**Task objective:** Filter the records below for the word "position". Keep each line that has it.

**Information shown:**
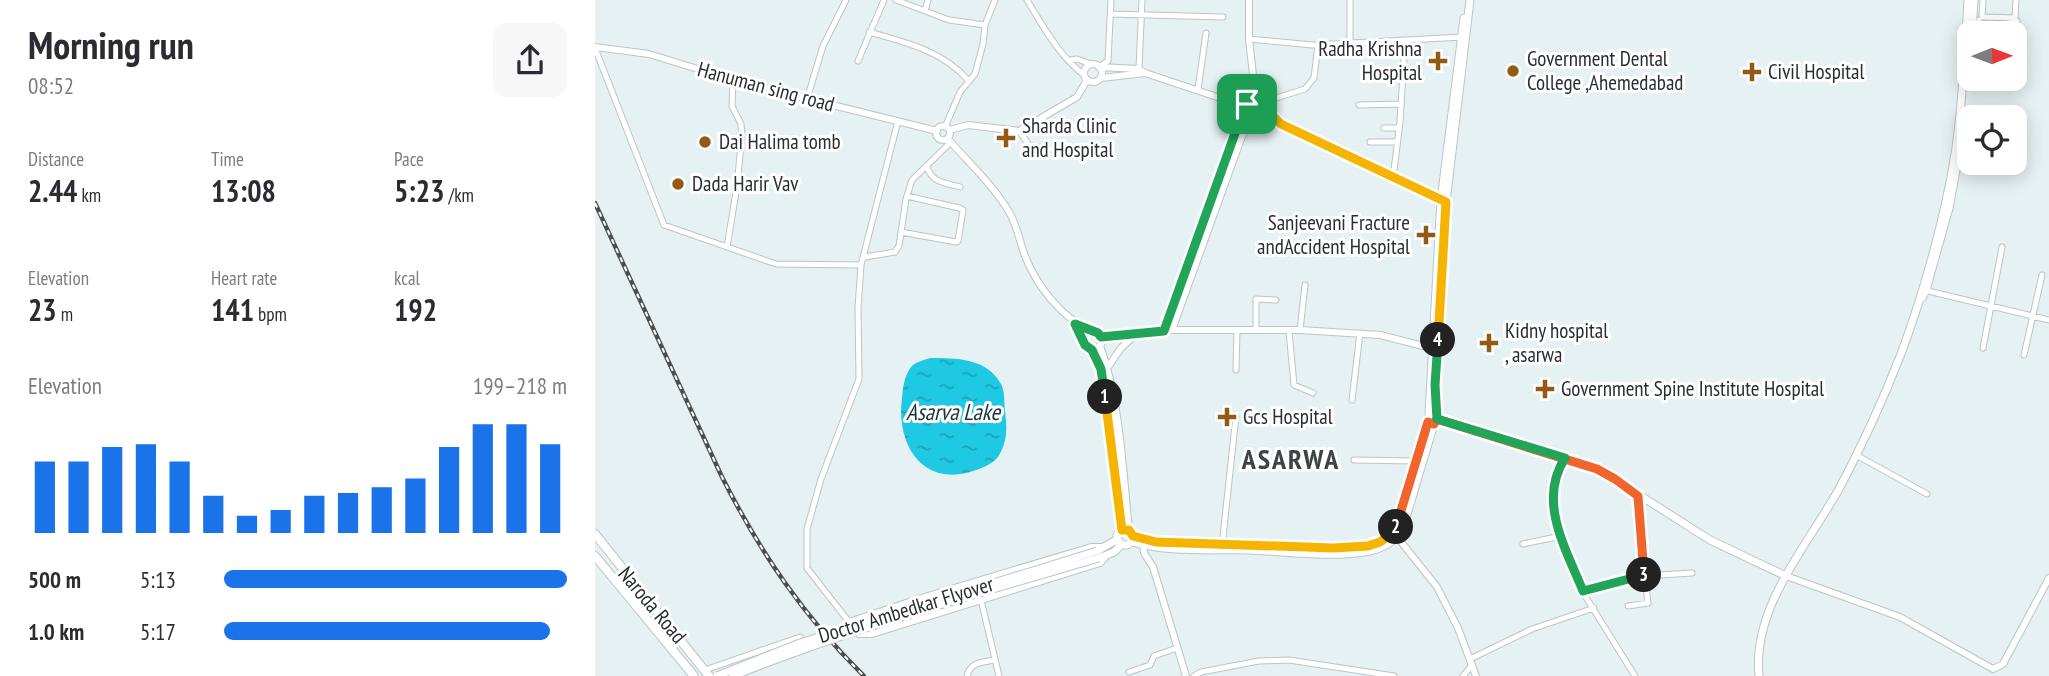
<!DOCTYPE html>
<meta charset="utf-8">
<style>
:root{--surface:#fff;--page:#f7f7f7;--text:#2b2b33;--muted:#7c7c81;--accent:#1a73e8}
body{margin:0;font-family:"PT Sans Narrow",sans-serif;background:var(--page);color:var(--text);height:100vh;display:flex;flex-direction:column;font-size:26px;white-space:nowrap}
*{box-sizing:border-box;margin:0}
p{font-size:23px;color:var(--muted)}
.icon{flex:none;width:38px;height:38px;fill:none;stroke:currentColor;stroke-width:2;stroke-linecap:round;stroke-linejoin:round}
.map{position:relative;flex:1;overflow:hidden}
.drawer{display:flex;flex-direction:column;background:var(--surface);width:595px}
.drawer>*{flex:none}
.needle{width:46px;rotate:89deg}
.tools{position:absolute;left:1362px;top:21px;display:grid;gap:14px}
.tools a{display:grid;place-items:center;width:70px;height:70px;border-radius:14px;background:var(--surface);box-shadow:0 4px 18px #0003;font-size:35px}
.pin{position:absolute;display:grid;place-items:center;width:60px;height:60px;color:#fff;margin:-30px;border-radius:14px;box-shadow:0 4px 10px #0006}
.km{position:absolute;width:35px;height:35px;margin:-18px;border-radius:50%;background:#222;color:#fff;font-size:19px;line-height:35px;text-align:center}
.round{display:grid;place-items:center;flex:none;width:74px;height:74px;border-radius:14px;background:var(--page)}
.head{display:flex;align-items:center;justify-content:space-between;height:119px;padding:0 28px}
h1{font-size:38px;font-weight:700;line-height:52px}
.stats{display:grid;grid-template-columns:repeat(3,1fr);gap:10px;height:119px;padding:7px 28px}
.stats div{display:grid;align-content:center}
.stats b{font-size:30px;font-weight:700}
.stats small{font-size:19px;font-weight:400}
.stats p{font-size:19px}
.chart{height:196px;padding:14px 28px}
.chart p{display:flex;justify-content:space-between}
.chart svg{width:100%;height:126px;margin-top:7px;stroke:var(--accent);stroke-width:6}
ul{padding:0 28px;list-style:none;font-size:23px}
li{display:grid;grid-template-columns:112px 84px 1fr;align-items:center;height:52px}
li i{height:18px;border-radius:9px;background:var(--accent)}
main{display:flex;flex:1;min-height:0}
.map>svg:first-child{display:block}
</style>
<main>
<section class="drawer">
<div class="head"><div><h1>Morning run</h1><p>08:52</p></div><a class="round"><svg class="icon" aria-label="share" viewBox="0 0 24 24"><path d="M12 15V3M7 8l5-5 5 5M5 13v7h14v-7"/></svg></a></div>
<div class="stats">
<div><p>Distance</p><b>2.44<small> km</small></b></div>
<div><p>Time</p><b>13:08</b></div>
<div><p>Pace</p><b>5:23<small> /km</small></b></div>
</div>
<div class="stats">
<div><p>Elevation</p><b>23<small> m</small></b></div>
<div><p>Heart rate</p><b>141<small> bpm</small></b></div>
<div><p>kcal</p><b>192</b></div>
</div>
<div class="chart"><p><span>Elevation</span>199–218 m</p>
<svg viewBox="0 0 160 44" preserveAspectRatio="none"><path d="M5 44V19M15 44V19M25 44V14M35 44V13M45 44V19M55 44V31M65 44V38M75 44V36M85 44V31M95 44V30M105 44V28M115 44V25M125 44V14M135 44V6M145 44V6M155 44V13"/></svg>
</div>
<ul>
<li><b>500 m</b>5:13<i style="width:100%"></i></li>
<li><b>1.0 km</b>5:17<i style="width:95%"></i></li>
</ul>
</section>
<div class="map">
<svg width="1454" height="676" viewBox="0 0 1454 676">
<defs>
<pattern id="water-ripples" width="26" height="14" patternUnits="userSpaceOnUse" patternTransform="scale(1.75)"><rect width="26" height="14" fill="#1fc9e3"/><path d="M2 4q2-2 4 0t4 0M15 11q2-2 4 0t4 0" fill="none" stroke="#1ba4b8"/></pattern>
</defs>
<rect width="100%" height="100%" fill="#e6f1f4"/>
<path fill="url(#water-ripples)" d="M335 358C361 358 392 358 406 384 410 391 409 402 410 411 412 428 413 441 403 457 398 464 383 470 375 472 325 486 301 442 307 398 308 387 309 377 316 367 320 362 329 360 335 358Z"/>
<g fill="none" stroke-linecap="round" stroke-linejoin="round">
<defs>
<path id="minor" d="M301 0 354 20 390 25
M432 0C448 26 464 56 489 75
M755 0V43
M1388 0 1387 17 1420 18 1421 0
M330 11 333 0
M516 14 628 17
M1416 21H1422V42H1419
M274 32C310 42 348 51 373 80
M1383 33 1384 20
M654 39 718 45 868 37
M0 48 69 225 181 264 266 265
M475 60 482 59 496 64
M263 61 289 0
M504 67 513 61 516 0
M544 69 547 0
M603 89 611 33
M212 99 228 46 251 0
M668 102 710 89 719 78 723 45
M764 105 806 104
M350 127 365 92 380 74 388 44 390 25 400 0
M789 128H804
M424 131 435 146 464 150
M1368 132H1374
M775 142H802
M332 167C337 183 351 183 365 187
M799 170 805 122 810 42
M306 232 361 242 363 241 368 210 364 208 312 196
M132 247 142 186 147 135 146 124 137 106 138 80
M270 257 300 252 304 246 311 199 317 180 356 142
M1329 290 1454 320
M661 330V299L681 300
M705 330 710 285
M694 331 699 385 718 393
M1388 348 1407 247
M1429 355 1447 275
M641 370 642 330
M757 400 765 333
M1261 455 1332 494
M970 458 961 471 957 491V511L987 591 1040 676
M759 460 821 461
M928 544 966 536
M627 546 641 416
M987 591 1049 576 1097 573
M386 600 404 676
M1033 606 1053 603 1044 529 1043 496
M254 622 212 568V529L226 479 264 379 263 308 266 265 303 121
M875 659 937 629 999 608
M110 670 205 637
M534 672 555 665 559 656 582 648
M372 676C375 662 388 662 400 660
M599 676 606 672 664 661 694 660 799 676
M868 676 877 665"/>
<path id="tertiary" d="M654 0V39L658 75 655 100
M0 47 54 54 145 82 342 131
M489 73a9 9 0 1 1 18 0a9 9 0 1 1-18 0Z
M504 67 544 69 550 73
M506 78 550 73 634 101 652 104
M660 80 668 102
M651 107a9 9 0 1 1 18 0a9 9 0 1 1-18 0Z
M665 115 849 201
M341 133a7 7 0 1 1 14 0a7 7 0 1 1-14 0Z
M355 130 373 125 424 131 482 97 492 80
M353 139C373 162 397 184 413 210 422 224 424 240 430 256 442 286 466 318 497 331
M577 330 646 139 657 115
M489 340a9 9 0 1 1 18 0a9 9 0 1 1-18 0Z
M569 331 643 125 653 112
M506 337 577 330H705L785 335 840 349
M505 346C525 399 528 473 534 530
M497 350 506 369 527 530
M513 367 526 348 541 334
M799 533 842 587 863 628 881 676
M548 541 549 553 558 567 591 676
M508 547H496L323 599 254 622 264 634H277L505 563 512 555
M1191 576 1305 617 1398 669 1408 664 1454 578"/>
<path id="secondary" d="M1377 33 1379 0
M1327 298 1331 290 1354 208 1364 154
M834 414 846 200 869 18
M841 414 840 385 851 202 875 0
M842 419 970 458 1008 472 1115 540 1191 576
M522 537a8 8 0 1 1 16 0a8 8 0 1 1-16 0Z
M538 536 561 542 738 548 773 546 785 542 796 534 801 528 833 422
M537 542C575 553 616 549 656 550 695 552 737 558 775 551 789 548 799 541 807 531L839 424
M502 551 523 539
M504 558 519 552 527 544
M1164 676C1157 607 1212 546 1244 489 1267 446 1288 400 1306 354 1329 292 1351 214 1361 148 1368 99 1370 49 1373 0"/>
<path id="primary" d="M0 534 114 676
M0 556 99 676"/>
</defs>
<use href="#minor" stroke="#bac5c8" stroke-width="7"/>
<use href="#tertiary" stroke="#bac5c8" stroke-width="8"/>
<use href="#secondary" stroke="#bac5c8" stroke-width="9"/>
<use href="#primary" stroke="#bac5c8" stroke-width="10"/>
<use href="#minor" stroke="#fff" stroke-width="5"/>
<use href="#tertiary" stroke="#fff" stroke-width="6"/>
<use href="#secondary" stroke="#fff" stroke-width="7"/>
<use href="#primary" stroke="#fff" stroke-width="8"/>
<defs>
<path id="rail" d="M0 203 127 477C165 552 209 617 269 676"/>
</defs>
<use href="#rail" stroke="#494e4f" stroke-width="4.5"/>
<use href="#rail" stroke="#fff" stroke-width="2" stroke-dasharray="5" stroke-linecap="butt"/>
<defs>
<path id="secondary-bridge" d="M122 676 205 643 502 551
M138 676C257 628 381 594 504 558"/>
</defs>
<use href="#secondary-bridge" stroke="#bac5c8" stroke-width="9" stroke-linecap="butt"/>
<use href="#secondary-bridge" stroke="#fff" stroke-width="7"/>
</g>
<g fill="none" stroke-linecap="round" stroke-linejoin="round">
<defs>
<path id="split-1" d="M510 397 506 369 497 350 490 345 480 324 503 333 506 337 569 331 643 125 653 112 652 104"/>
<path id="split-2" d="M510 397 527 530H534L538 536 561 542 738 548 773 546 785 542 796 534 801 527"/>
<path id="split-3" d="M801 527 833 422 839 424 842 419 1002 469 1020 479 1043 496 1049 575"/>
<path id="split-4" d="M843 340 840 385 842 419 970 458C942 501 971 549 988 591L1049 575"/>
<path id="split-5" d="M652 104 657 99 666 100 669 108 686 124 851 202 843 340"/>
</defs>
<use href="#split-1" stroke="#fff" stroke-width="14"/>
<use href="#split-2" stroke="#fff" stroke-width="14"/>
<use href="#split-3" stroke="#fff" stroke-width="14"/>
<use href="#split-4" stroke="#fff" stroke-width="14"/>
<use href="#split-5" stroke="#fff" stroke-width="14"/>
<use href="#split-1" stroke="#22a559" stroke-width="9"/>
<use href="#split-2" stroke="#f5b400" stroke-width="9"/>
<use href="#split-3" stroke="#f0652b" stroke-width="9"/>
<use href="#split-4" stroke="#22a559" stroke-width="9"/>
<use href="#split-5" stroke="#f5b400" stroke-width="9"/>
</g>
<g fill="#935a15" stroke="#fff" stroke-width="2.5">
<path d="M839.5 50.5h7v7h7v7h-7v7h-7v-7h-7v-7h7z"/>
<circle cx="918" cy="71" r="7"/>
<path d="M1153.5 61.5h7v7h7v7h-7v7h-7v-7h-7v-7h7z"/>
<path d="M407.5 127.5h7v7h7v7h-7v7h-7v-7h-7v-7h7z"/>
<circle cx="110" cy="142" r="7"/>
<circle cx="83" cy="184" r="7"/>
<path d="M827.5 224.5h7v7h7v7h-7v7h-7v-7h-7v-7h7z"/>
<path d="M890.5 332.5h7v7h7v7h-7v7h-7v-7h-7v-7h7z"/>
<path d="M946.5 378.5h7v7h7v7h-7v7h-7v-7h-7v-7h7z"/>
<path d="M628.5 406.5h7v7h7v7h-7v7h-7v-7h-7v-7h7z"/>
</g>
<g text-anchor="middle" stroke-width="6" stroke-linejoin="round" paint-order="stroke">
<g font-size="21" fill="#2a2e2f" stroke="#fff" text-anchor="start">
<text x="827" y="56" text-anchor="end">Radha Krishna<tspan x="827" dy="24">Hospital</tspan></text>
<text x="932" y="66">Government Dental<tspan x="932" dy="24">College ,Ahemedabad</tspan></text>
<text x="1173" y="79">Civil Hospital</text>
<text x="427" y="133">Sharda Clinic<tspan x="427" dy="24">and Hospital</tspan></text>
<text x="124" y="149">Dai Halima tomb</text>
<text x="97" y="191">Dada Harir Vav</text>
<text x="815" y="230" text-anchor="end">Sanjeevani Fracture<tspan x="815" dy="24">andAccident Hospital</tspan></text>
<text x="910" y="338">Kidny hospital<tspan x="910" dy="24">, asarwa</tspan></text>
<text x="966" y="396">Government Spine Institute Hospital</text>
<text x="648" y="424">Gcs Hospital</text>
</g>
<g font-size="21" fill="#2a2e2f" stroke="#fff">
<text transform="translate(171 87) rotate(15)" y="7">Hanuman sing road</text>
<text transform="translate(57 605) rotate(50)" y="7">Naroda Road</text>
<text transform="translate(311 610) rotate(-17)" y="7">Doctor Ambedkar Flyover</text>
</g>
<g font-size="23" font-style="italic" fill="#1b3439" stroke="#fff">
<text x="358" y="420">Asarva Lake</text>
</g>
<g font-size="28" font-weight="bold" letter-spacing="2" fill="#3b4446" stroke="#fff">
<text x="696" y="469">ASARWA</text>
</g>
</g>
</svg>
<div class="tools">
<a><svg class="needle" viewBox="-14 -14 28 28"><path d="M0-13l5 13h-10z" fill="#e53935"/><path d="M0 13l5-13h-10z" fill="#7c7c81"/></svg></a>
<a><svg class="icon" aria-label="locate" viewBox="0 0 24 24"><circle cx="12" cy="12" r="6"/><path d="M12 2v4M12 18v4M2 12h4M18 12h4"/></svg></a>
</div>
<div class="pin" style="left:652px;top:104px;background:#1e9e55"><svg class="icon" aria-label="arrive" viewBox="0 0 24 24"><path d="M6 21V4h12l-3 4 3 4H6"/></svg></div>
<b class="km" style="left:510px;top:397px">1</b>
<b class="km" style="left:801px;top:527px">2</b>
<b class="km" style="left:1049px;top:575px">3</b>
<b class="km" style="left:843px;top:340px">4</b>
</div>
</main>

**Response to this exercise:**
.map{position:relative;flex:1;overflow:hidden}
.tools{position:absolute;left:1362px;top:21px;display:grid;gap:14px}
.pin{position:absolute;display:grid;place-items:center;width:60px;height:60px;color:#fff;margin:-30px;border-radius:14px;box-shadow:0 4px 10px #0006}
.km{position:absolute;width:35px;height:35px;margin:-18px;border-radius:50%;background:#222;color:#fff;font-size:19px;line-height:35px;text-align:center}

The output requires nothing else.